Thursday, April 14, 2011

Dirt on Dad!

     When my granddaughter wanted me to write about her father so that she can get some "dirt on him", I bit my tongue and remembered when shoveling dirt on one of my other sons backfired.   I don't remember the details, but I do remember the players, one Margy Garland and son, Sam Donnell.  They were dating and when she asked me about Sam, I shared something cute (that only a mother can share) with her.   It went into her "little black book" and was used as fodder for her next dispute with Sam.   I learned from that experience to keep all tidbits to myself.   Fortunately, that relationship went nowhere and Sam is currently a happy bachelor and single father.   Lesson learned!
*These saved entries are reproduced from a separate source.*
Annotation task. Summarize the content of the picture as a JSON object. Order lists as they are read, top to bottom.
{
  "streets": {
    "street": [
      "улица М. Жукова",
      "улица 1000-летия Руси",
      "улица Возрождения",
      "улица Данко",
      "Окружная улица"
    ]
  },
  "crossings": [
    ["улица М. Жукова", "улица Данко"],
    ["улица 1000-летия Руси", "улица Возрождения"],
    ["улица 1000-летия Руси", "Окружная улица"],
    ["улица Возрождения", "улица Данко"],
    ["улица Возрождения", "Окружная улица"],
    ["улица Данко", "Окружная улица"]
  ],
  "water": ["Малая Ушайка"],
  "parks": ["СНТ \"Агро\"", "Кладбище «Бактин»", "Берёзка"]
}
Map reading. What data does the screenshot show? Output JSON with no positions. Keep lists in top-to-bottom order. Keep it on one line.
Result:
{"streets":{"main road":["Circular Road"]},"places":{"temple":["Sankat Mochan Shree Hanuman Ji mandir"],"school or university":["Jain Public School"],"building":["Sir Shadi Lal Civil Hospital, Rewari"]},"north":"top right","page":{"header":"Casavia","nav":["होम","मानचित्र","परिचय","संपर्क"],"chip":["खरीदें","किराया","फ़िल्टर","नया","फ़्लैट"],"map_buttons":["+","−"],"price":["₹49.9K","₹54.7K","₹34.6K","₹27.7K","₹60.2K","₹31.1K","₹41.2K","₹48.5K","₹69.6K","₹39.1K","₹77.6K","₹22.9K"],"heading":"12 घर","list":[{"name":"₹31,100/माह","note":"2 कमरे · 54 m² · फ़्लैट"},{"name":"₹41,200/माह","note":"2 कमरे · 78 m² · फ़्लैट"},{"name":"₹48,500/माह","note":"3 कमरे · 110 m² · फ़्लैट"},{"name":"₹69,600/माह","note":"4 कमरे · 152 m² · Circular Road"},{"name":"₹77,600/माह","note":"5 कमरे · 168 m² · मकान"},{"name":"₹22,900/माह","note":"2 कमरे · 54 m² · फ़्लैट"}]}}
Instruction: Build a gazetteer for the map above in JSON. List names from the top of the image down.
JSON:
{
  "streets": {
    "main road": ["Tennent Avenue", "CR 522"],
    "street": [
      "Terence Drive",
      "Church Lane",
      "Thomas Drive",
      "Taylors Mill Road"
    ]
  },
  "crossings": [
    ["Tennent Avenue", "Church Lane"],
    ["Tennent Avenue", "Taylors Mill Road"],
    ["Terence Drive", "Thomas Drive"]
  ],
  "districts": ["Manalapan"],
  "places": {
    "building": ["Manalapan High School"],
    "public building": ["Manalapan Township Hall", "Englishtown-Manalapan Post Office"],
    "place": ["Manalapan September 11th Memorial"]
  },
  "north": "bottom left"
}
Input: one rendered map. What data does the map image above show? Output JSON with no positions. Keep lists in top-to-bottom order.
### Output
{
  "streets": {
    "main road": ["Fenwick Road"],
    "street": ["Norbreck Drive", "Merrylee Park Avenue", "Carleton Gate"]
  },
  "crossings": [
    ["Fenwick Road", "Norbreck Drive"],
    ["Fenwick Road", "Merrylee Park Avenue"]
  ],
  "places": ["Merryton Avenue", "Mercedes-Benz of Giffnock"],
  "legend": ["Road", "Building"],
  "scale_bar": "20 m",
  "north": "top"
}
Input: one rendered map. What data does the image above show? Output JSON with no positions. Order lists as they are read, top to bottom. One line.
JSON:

      I met Samuel Randoph Donnell when I was sixteen and he was twenty-one.  My sister Fern worked at Eulers drug store (La Crosse, Wisconsin) where there was a soda fountain.  Tommy Hackner always came in for his shot of bromoselzer, and he and Fern became friends.  It was through Fern that Tommy became friends with our family.  Tommy liked to go shooting with my Dad, so it was not unusual that one time he brought his friend with him.  Fern and I often went out shooting with our father, also.   That friend happened to be Samuel Donnell, and I just happened to go out shooting that time with them.  Sam worked at Skaff Dry Cleaners at the time.   For some reason, Sam took a liking to me, though I wasn't sure why, as I was tall, thin, and gangly.   He was as tall as me and dark and very handsome.  He didn't have a car, so getting from his home on 922 State Street to our place on Barlow Street was quite an effort on his part.  He may have ridden the bus at first, but he used my father's old bicycle later.
    I car hopped at a root beer stand on South Losey, a couple of miles from my home.  I rode my bicycle to and from that job.   Sam would ride dad's bike to the root beer stand after my shift ended and escort me home.   Often this would be at midnight when the stand closed.  We did a lot of biking on our dates.  And we also rode the bus to and from the movie theater in downtown La Crosse.   I was eighteen and in my sophomore year of college when we married and twenty when Randy was born.


Sam at age five.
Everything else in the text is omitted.